▶ **Aim of the task**: Copy the records below in full, keeping each word as it is but omitting the pictures.

Records from a collection
_____
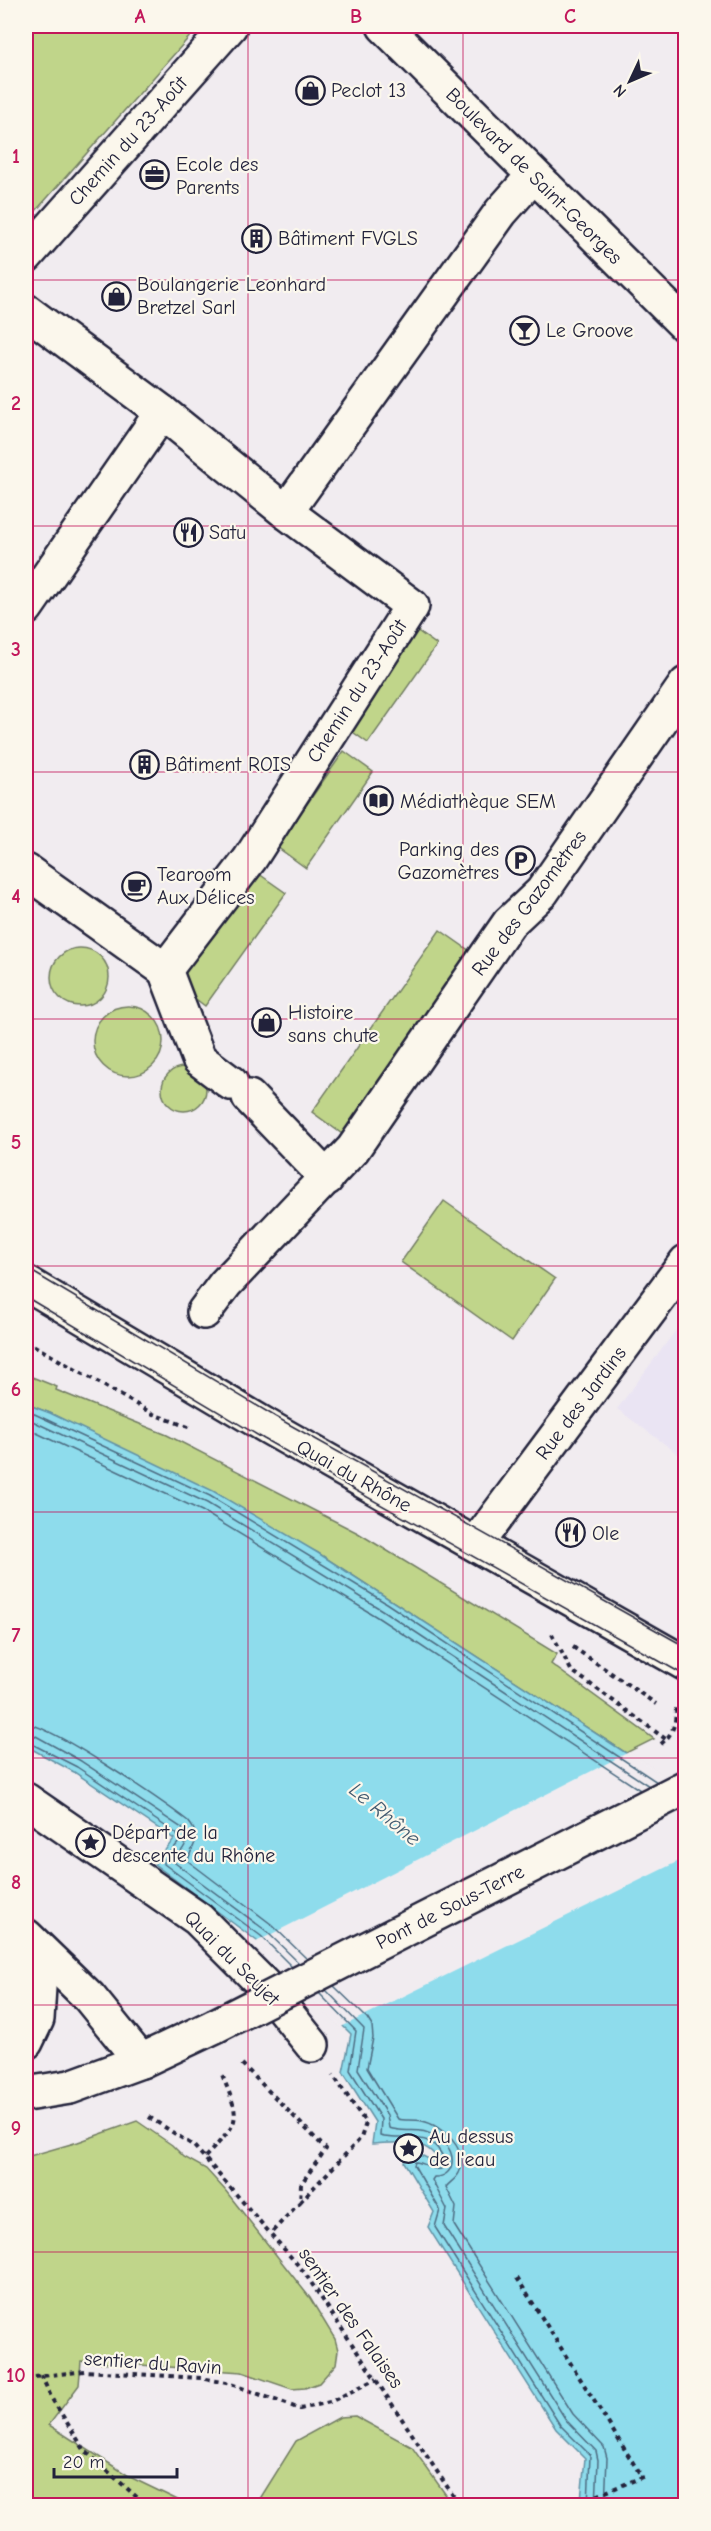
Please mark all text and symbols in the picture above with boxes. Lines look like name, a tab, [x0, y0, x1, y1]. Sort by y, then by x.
text: A	[134, 5, 146, 28]
text: B	[350, 5, 362, 28]
text: C	[564, 5, 576, 28]
north arrow	[600, 51, 660, 111]
street label: Chemin du 23-Août	[64, 71, 193, 210]
shop icon: Peclot 13	[294, 74, 326, 106]
place label: Peclot 13	[331, 79, 406, 102]
text: N	[610, 81, 630, 101]
street label: Boulevard de Saint-Georges	[441, 83, 627, 269]
text: 1	[12, 145, 20, 168]
place label: Ecole des Parents	[176, 153, 258, 199]
office icon: Ecole des Parents	[139, 159, 171, 191]
building icon: Bâtiment FVGLS	[241, 222, 273, 254]
place label: Bâtiment FVGLS	[278, 227, 418, 250]
place label: Boulangerie Leonhard Bretzel Sarl	[137, 273, 326, 319]
shop icon: Boulangerie Leonhard Bretzel Sarl	[100, 280, 132, 312]
bar icon: Le Groove	[509, 314, 541, 346]
place label: Le Groove	[546, 319, 633, 342]
text: 2	[11, 392, 21, 415]
restaurant icon: Satu	[172, 516, 204, 548]
place label: Satu	[209, 521, 246, 544]
street label: Chemin du 23-Août	[302, 614, 413, 767]
text: 3	[11, 638, 21, 661]
building icon: Bâtiment ROIS	[128, 748, 160, 780]
place label: Bâtiment ROIS	[165, 753, 291, 776]
library icon: Médiathèque SEM	[363, 785, 395, 817]
place label: Médiathèque SEM	[400, 790, 556, 813]
street label: Rue des Gazomètres	[467, 826, 591, 980]
place label: Parking des Gazomètres	[397, 838, 499, 884]
parking icon: Parking des Gazomètres	[504, 844, 536, 876]
place label: Tearoom Aux Délices	[157, 863, 254, 909]
cafe icon: Tearoom Aux Délices	[120, 870, 152, 902]
text: 4	[11, 885, 21, 908]
place label: Histoire sans chute	[288, 1001, 378, 1047]
shop icon: Histoire sans chute	[251, 1007, 283, 1039]
text: 5	[11, 1131, 21, 1154]
street label: Rue des Jardins	[531, 1342, 631, 1464]
text: 6	[11, 1378, 21, 1401]
street label: Quai du Rhône	[293, 1435, 415, 1517]
restaurant icon: Ole	[555, 1517, 587, 1549]
place label: Ole	[592, 1522, 619, 1545]
text: 7	[12, 1624, 21, 1647]
water label: Le Rhône	[345, 1777, 426, 1851]
place label: Départ de la descente du Rhône	[112, 1821, 275, 1867]
place icon: Départ de la descente du Rhône	[75, 1827, 107, 1859]
street label: Pont de Sous-Terre	[372, 1860, 528, 1954]
text: 8	[11, 1871, 21, 1894]
street label: Quai du Seujet	[180, 1906, 285, 2011]
text: 9	[11, 2117, 21, 2140]
place label: Au dessus de l'eau	[429, 2125, 513, 2171]
place icon: Au dessus de l'eau	[392, 2132, 424, 2164]
street label: sentier des Falaises	[294, 2243, 408, 2393]
street label: sentier du Ravin	[84, 2347, 222, 2379]
text: 10	[6, 2364, 26, 2387]
scale bar	[54, 2441, 177, 2479]
text: 20 m	[63, 2452, 104, 2473]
_____
▶ **Your solution**:
Please mark all text and symbols in the picture above with boxes. Lines look like name, a tab, [x0, y0, x1, y1]. Sort by y, then by x.
text: A	[134, 5, 146, 28]
text: B	[350, 5, 362, 28]
text: C	[564, 5, 576, 28]
north arrow	[600, 51, 660, 111]
street label: Chemin du 23-Août	[64, 71, 193, 210]
shop icon: Peclot 13	[294, 74, 326, 106]
place label: Peclot 13	[331, 79, 406, 102]
text: N	[610, 81, 630, 101]
street label: Boulevard de Saint-Georges	[441, 83, 627, 269]
text: 1	[12, 145, 20, 168]
place label: Ecole des Parents	[176, 153, 258, 199]
office icon: Ecole des Parents	[139, 159, 171, 191]
building icon: Bâtiment FVGLS	[241, 222, 273, 254]
place label: Bâtiment FVGLS	[278, 227, 418, 250]
place label: Boulangerie Leonhard Bretzel Sarl	[137, 273, 326, 319]
shop icon: Boulangerie Leonhard Bretzel Sarl	[100, 280, 132, 312]
bar icon: Le Groove	[509, 314, 541, 346]
place label: Le Groove	[546, 319, 633, 342]
text: 2	[11, 392, 21, 415]
restaurant icon: Satu	[172, 516, 204, 548]
place label: Satu	[209, 521, 246, 544]
street label: Chemin du 23-Août	[302, 614, 413, 767]
text: 3	[11, 638, 21, 661]
building icon: Bâtiment ROIS	[128, 748, 160, 780]
place label: Bâtiment ROIS	[165, 753, 291, 776]
library icon: Médiathèque SEM	[363, 785, 395, 817]
place label: Médiathèque SEM	[400, 790, 556, 813]
street label: Rue des Gazomètres	[467, 826, 591, 980]
place label: Parking des Gazomètres	[397, 838, 499, 884]
parking icon: Parking des Gazomètres	[504, 844, 536, 876]
place label: Tearoom Aux Délices	[157, 863, 254, 909]
cafe icon: Tearoom Aux Délices	[120, 870, 152, 902]
text: 4	[11, 885, 21, 908]
place label: Histoire sans chute	[288, 1001, 378, 1047]
shop icon: Histoire sans chute	[251, 1007, 283, 1039]
text: 5	[11, 1131, 21, 1154]
street label: Rue des Jardins	[531, 1342, 631, 1464]
text: 6	[11, 1378, 21, 1401]
street label: Quai du Rhône	[293, 1435, 415, 1517]
restaurant icon: Ole	[555, 1517, 587, 1549]
place label: Ole	[592, 1522, 619, 1545]
text: 7	[12, 1624, 21, 1647]
water label: Le Rhône	[345, 1777, 426, 1851]
place label: Départ de la descente du Rhône	[112, 1821, 275, 1867]
place icon: Départ de la descente du Rhône	[75, 1827, 107, 1859]
street label: Pont de Sous-Terre	[372, 1860, 528, 1954]
text: 8	[11, 1871, 21, 1894]
street label: Quai du Seujet	[180, 1906, 285, 2011]
text: 9	[11, 2117, 21, 2140]
place label: Au dessus de l'eau	[429, 2125, 513, 2171]
place icon: Au dessus de l'eau	[392, 2132, 424, 2164]
street label: sentier des Falaises	[294, 2243, 408, 2393]
street label: sentier du Ravin	[84, 2347, 222, 2379]
text: 10	[6, 2364, 26, 2387]
scale bar	[54, 2441, 177, 2479]
text: 20 m	[63, 2452, 104, 2473]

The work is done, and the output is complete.